The K-Racer X1 is a beast of a drone, roughly the size of a small car. It rises vertically on a helicopter-style top rotor, but where there's normally a tail rotor to balance out torque, this machine uses two forward-facing props mounted at the end of stubby wings. These props double as forward propulsion, with the wings providing some lift.

Kawasaki is yet to specify how fast this thing will fly, but we doubt it'll be too quick; assuming that top rotor keeps spinning in cruise flight, top speed will be limited by retreating blade stall, which causes asymmetric lift.

In the H2R, that motor produces an impressive 300-odd peak horsepower, so in a sense it's surprising that this drone is only rated for payloads up to 100 kg (220 lb). Running on gasoline, we'd expect this machine to have an epic range capability compared to its electric counterparts you'd better knock endurance out of the park if you're going to stick with fossil fuels but no range has been specified as yet.

In video released earlier this month, Kawasaki shows the K-Racer prototype in flight, and tests out an automated delivery robot that handles the first and last bits of a drop on wheels. These are relatively small and rudimentary at the moment, being loaded by hand, then rolling up a ramp to sit in a cage beneath the drone. Kawasaki is working on larger rolling modules that can integrate with other robotic systems in factories and delivery centers so the entire process will eventually be totally autonomously.

Automation is a critical challenge for Japan, which is facing a declining population that's aging faster than anywhere on the planet.
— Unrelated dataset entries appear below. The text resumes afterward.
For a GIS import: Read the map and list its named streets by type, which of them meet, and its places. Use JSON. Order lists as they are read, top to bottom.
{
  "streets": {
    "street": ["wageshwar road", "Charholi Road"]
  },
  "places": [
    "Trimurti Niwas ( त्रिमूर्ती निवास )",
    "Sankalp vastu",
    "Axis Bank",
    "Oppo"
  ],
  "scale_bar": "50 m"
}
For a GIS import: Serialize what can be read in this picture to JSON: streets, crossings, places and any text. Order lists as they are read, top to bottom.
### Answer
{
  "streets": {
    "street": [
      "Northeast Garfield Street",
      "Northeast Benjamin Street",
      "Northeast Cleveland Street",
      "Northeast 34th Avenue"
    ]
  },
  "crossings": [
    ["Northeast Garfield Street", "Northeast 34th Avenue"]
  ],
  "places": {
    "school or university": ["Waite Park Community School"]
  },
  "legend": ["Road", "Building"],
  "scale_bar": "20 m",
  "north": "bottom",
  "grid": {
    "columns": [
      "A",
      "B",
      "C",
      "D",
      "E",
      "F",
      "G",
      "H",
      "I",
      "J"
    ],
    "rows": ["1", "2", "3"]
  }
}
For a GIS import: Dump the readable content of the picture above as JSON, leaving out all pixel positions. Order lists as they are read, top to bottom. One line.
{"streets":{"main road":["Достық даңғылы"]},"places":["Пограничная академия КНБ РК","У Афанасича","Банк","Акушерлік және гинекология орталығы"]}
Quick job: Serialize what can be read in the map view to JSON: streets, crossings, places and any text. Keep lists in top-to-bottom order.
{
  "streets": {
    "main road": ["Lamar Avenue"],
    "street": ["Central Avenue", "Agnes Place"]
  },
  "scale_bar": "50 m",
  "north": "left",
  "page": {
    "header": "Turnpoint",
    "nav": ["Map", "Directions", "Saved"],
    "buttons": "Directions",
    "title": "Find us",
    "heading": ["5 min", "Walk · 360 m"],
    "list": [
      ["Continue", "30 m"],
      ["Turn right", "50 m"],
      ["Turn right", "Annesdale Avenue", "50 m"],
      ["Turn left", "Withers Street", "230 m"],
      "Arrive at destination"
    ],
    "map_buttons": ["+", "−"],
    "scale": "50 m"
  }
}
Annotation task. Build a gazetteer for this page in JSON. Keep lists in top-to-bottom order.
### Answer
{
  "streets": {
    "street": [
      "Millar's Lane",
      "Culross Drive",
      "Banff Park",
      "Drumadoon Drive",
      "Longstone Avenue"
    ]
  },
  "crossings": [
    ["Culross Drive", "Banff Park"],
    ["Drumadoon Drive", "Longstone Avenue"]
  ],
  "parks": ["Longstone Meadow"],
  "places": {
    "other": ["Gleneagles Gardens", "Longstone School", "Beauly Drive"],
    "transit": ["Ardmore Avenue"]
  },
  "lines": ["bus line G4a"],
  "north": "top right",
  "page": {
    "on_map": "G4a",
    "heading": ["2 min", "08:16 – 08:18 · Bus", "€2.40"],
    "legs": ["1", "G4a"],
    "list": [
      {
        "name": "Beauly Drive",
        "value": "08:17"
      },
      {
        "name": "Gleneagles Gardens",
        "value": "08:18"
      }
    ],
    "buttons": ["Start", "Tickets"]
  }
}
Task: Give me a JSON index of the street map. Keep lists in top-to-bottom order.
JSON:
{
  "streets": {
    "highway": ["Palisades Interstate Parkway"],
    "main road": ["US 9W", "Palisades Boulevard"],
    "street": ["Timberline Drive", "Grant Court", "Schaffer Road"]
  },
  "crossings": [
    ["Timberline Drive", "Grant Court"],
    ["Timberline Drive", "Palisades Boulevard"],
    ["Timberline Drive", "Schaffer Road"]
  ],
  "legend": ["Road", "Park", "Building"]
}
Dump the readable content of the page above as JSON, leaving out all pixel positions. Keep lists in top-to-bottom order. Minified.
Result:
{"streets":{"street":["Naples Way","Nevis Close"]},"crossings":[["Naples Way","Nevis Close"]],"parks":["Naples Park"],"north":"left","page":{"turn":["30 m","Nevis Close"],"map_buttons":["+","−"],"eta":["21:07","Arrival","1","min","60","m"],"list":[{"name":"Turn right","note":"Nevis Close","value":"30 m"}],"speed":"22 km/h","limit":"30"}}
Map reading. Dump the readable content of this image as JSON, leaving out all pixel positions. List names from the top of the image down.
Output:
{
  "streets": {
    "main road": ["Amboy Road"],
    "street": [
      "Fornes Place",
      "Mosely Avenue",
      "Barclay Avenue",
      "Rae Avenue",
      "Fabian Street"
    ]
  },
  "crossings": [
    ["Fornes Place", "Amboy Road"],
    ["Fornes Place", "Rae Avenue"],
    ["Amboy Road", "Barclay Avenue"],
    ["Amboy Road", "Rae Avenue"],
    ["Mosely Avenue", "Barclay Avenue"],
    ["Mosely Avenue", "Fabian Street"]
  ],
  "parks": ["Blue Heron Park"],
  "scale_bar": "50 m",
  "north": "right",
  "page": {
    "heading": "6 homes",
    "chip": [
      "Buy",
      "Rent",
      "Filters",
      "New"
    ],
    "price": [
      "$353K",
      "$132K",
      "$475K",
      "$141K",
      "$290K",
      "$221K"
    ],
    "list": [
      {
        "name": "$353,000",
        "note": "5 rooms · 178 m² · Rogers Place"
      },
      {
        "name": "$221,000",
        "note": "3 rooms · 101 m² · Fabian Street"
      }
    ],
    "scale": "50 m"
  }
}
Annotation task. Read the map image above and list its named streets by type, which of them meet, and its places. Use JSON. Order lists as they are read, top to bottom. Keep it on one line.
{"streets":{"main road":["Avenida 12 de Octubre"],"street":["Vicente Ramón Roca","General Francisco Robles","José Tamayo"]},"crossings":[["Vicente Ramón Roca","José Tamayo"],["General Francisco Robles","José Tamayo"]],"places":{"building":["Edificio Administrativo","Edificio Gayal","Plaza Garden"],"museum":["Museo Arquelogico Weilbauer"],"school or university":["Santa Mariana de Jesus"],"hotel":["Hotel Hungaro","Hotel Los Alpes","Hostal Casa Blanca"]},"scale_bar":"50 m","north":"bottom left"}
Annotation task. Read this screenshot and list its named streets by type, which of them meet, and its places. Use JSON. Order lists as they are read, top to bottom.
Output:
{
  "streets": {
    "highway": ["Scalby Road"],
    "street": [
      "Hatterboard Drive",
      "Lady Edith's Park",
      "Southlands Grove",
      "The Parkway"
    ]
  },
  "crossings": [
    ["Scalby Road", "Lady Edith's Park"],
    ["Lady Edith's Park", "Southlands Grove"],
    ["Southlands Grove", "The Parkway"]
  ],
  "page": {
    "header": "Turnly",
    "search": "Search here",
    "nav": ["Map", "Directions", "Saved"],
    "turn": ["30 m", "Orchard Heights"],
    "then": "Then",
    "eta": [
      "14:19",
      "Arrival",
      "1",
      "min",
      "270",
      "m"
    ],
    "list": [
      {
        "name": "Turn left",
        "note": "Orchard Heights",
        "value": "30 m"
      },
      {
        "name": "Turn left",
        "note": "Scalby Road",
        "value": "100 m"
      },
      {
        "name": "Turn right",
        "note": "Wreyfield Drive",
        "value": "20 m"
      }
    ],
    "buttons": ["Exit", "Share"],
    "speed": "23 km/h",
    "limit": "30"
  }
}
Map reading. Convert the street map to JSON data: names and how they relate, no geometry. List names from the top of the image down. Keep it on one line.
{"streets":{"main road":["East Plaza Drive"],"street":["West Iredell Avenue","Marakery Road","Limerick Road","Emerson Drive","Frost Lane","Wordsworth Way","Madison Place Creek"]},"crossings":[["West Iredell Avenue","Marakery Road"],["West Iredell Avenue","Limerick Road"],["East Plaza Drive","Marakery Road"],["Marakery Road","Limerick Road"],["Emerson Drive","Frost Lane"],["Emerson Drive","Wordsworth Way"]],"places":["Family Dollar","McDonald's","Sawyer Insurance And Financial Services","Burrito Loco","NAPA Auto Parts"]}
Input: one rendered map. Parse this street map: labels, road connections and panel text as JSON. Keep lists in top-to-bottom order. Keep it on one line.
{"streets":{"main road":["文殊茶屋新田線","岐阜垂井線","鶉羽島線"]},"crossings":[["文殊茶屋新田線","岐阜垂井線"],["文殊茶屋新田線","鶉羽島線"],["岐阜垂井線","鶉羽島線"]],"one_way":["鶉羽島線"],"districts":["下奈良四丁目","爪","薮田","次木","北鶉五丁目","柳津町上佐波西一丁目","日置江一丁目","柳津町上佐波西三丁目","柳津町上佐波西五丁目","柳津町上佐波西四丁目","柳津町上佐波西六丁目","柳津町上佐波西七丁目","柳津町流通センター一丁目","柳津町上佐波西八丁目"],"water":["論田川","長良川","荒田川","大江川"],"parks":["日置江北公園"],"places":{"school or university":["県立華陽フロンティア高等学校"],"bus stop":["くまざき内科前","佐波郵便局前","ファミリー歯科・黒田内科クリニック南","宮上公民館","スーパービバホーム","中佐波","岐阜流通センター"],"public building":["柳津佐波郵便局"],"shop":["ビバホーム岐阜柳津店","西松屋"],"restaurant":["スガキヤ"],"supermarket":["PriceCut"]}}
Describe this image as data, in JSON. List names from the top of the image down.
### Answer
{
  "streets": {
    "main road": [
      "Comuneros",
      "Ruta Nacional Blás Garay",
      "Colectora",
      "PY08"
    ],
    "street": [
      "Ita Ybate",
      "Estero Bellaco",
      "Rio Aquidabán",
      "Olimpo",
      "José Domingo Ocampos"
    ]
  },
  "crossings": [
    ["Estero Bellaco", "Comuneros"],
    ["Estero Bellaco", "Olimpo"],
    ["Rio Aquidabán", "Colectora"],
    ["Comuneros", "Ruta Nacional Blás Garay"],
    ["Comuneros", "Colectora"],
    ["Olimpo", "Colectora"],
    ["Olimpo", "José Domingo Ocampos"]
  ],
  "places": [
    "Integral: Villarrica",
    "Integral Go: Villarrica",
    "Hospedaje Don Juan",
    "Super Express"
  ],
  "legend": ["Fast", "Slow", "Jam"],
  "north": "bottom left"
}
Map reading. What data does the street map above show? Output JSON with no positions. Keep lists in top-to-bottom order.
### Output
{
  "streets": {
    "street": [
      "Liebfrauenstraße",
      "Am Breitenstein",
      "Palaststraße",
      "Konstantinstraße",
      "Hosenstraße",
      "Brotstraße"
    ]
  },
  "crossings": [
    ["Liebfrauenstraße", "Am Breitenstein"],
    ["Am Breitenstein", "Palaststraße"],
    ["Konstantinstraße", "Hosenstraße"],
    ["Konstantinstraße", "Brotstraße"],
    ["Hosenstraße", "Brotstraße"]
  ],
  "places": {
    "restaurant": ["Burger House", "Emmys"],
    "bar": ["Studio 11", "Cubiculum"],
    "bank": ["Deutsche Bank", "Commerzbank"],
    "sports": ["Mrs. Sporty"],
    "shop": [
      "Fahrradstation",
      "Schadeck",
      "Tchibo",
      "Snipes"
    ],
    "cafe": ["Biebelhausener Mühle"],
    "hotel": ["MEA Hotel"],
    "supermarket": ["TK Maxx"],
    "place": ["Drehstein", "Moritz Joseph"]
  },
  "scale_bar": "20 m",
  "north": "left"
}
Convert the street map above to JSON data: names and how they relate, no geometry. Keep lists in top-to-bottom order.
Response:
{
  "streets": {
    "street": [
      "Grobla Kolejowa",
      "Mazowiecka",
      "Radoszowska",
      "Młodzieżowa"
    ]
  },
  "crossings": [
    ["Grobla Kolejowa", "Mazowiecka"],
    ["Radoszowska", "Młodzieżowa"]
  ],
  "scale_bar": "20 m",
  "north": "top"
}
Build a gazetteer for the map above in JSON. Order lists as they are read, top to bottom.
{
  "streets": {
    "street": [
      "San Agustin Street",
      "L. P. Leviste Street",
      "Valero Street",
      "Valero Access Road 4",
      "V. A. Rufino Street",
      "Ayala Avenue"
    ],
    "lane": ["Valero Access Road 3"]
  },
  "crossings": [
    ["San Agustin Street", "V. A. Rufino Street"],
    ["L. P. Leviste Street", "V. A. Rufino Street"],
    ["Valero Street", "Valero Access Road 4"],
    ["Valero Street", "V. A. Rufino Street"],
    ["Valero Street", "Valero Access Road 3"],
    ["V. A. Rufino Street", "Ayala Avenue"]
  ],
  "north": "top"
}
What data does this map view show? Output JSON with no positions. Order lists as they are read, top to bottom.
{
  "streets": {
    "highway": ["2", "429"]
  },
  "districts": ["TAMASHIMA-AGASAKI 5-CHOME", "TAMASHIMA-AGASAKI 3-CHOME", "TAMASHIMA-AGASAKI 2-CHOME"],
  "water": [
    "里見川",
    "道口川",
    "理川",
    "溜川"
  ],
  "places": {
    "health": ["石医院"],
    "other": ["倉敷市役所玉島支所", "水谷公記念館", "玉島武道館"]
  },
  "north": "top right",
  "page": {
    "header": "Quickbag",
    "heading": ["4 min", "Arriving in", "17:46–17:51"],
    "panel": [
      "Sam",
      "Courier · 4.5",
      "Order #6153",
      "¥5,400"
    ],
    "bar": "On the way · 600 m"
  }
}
An estimated 38 percent of the country was over 60 years old in 2014, and this percentage is set to increase in the coming decades. Robots will need to step in and take over a lot of busywork, and a fully autonomous system that can handle short-to-medium-range logistics operations like the K-Racer could have an important future ahead of it.

Of course, before the skies are filled with these machines, aviation authorities will need to green-light autonomous flights, and next-gen automated airspace management will need to keep things from bumping into one another.